Gainesville - Ocala Florida

 Not Another Diet – What is Learning to Eat Intuitively?                      .pdf version

 

It is often difficult to turn on the television without seeing an advertisement for weight loss programs and gimmicks. It seems there is always a new recommendation for losing weight. People are told in turn to reduce fat intake, don’t eat carbs, and told to eat foods that work with your blood type.

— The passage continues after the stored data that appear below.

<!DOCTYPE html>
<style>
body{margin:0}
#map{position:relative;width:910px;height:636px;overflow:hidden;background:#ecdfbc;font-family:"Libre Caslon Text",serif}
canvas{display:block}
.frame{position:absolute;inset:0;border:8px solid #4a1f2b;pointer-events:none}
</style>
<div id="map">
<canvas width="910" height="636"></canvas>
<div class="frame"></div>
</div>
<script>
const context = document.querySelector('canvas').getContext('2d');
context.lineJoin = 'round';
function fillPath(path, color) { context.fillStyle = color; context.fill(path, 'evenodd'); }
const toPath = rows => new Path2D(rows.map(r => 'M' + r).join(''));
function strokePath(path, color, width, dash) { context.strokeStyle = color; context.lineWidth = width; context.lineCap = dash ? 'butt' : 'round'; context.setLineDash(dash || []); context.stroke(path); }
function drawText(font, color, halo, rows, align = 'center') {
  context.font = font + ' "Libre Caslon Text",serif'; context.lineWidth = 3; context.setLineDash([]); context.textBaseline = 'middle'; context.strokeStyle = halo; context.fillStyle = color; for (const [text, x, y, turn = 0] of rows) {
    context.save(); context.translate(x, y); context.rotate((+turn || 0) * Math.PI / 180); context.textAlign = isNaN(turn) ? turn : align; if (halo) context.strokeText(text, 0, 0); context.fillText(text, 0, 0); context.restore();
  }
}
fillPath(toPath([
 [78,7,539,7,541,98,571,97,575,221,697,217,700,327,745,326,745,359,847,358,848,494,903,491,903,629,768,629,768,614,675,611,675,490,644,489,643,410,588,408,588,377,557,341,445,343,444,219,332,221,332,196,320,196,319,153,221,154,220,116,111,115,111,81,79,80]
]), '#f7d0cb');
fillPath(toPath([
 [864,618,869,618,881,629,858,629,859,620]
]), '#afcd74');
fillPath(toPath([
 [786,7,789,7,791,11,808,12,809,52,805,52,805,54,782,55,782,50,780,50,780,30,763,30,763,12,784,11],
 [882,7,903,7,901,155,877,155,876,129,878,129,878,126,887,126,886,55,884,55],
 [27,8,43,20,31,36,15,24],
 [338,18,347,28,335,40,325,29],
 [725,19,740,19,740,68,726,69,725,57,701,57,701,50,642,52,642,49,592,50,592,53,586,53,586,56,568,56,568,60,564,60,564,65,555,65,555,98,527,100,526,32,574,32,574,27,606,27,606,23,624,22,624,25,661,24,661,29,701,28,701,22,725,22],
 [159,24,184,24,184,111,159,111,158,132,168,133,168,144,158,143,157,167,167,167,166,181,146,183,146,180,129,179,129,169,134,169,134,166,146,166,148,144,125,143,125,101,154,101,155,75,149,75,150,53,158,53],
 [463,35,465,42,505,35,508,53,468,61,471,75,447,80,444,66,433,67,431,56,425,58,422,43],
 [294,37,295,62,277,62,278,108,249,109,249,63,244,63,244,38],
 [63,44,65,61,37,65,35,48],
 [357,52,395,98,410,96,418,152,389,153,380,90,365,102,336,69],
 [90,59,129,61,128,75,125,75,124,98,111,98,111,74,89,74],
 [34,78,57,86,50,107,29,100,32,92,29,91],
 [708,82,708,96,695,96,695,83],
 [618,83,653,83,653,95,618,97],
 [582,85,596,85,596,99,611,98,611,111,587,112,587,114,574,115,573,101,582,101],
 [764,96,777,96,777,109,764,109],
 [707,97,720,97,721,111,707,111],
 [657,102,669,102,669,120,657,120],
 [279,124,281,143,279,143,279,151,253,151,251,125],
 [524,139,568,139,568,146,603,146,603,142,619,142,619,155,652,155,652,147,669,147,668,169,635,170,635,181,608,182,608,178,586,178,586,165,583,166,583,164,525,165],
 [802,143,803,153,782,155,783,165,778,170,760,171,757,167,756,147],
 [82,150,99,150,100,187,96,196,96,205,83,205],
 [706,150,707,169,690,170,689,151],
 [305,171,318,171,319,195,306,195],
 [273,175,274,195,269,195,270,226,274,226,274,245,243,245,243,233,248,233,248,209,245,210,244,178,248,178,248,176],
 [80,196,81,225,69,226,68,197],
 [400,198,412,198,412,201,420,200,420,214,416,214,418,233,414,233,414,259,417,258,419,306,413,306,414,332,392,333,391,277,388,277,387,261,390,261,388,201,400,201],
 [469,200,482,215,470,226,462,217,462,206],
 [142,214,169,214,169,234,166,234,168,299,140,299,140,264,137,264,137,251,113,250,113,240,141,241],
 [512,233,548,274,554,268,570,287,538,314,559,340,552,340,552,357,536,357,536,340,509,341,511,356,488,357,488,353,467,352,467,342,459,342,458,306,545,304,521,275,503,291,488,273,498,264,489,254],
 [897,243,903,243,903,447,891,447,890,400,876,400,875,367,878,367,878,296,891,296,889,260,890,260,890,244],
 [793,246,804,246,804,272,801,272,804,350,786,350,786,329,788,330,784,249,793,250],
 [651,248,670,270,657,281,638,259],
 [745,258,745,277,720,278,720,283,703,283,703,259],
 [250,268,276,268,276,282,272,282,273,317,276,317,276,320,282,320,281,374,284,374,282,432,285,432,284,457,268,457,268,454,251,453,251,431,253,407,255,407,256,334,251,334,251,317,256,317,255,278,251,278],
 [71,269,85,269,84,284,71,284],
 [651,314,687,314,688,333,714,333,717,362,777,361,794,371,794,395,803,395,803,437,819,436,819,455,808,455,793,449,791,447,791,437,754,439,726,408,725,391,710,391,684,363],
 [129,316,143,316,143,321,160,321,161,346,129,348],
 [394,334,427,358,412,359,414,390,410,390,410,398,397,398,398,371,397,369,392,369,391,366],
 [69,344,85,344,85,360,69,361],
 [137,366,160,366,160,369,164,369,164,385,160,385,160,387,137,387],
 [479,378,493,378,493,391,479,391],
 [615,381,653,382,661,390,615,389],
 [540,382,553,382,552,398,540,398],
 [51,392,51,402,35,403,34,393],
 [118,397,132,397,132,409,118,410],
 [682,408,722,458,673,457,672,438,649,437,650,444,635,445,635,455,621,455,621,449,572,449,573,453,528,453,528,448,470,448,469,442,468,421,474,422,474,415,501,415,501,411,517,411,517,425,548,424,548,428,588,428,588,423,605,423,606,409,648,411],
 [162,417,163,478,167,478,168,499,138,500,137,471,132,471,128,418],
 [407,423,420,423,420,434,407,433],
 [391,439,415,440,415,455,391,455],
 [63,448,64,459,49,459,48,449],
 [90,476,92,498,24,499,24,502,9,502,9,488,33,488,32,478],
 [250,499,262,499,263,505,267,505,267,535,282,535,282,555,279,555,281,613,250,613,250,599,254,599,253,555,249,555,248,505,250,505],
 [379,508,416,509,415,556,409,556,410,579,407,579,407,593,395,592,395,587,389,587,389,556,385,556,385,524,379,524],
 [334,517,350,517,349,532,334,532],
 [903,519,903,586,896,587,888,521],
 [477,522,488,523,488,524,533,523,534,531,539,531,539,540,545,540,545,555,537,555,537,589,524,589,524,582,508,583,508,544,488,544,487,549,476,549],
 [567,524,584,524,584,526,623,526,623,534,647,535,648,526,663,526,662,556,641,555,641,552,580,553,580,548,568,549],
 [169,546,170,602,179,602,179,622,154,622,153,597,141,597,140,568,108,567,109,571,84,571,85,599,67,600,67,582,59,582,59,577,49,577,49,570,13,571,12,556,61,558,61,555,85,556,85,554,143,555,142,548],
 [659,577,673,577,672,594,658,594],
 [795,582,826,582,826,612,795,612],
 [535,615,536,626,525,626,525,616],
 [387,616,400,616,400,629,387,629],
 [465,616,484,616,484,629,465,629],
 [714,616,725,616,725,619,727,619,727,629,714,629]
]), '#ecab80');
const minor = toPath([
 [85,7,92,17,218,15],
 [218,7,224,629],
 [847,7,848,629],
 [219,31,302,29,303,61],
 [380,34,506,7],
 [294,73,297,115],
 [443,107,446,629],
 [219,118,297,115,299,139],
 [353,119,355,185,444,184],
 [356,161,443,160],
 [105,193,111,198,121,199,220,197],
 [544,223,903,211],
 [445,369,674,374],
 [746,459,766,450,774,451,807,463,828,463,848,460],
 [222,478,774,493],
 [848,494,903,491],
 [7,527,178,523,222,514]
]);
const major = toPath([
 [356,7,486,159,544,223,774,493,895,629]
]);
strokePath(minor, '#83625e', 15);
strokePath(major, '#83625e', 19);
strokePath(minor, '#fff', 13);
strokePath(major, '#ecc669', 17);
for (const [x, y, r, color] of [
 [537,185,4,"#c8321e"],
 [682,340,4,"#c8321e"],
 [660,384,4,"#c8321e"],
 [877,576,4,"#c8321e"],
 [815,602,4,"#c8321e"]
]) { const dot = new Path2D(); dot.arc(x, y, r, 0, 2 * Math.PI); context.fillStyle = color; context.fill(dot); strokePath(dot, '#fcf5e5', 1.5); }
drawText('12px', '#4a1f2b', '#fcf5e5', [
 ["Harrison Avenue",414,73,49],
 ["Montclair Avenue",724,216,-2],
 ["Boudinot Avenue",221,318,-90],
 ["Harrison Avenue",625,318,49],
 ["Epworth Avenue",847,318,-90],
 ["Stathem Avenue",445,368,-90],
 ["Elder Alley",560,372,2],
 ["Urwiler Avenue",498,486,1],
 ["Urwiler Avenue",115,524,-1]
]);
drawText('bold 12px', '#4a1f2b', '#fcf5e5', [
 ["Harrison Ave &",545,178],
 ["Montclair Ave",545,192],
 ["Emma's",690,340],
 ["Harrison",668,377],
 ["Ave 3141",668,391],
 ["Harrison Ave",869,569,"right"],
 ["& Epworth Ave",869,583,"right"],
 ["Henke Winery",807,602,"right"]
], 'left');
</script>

Table food for intuitive eating article all rights reserved clinical psychology associates of north central florida

 

Despite the hyperbole of the fad diet of the month, everyone really knows that diets don’t work. Individuals may lose weight initially, but weight loss from dieting is almost always followed by weight gain.  More often than not, more weight is gained than what was lost.

 

The fluctuating weight of crash diets followed by failures can increase the risk of heart disease and premature death. It can also have emotional consequences that include feelings of failure, lowered self-esteem, less self-trust and self-confidence. These feelings often fuel unhealthy emotional eating styles creating an even more vicious cycle of weight gain and dieting. Furthermore, “emotional eating” and chronic dieting are both risk factors that can precipitate the development of an eating disorder or depression.  Research has linked healthy styles of eating to higher self-esteem, life satisfaction, positive coping skills, and an increased sense of optimism, guarding against eating disordered beliefs and behaviors.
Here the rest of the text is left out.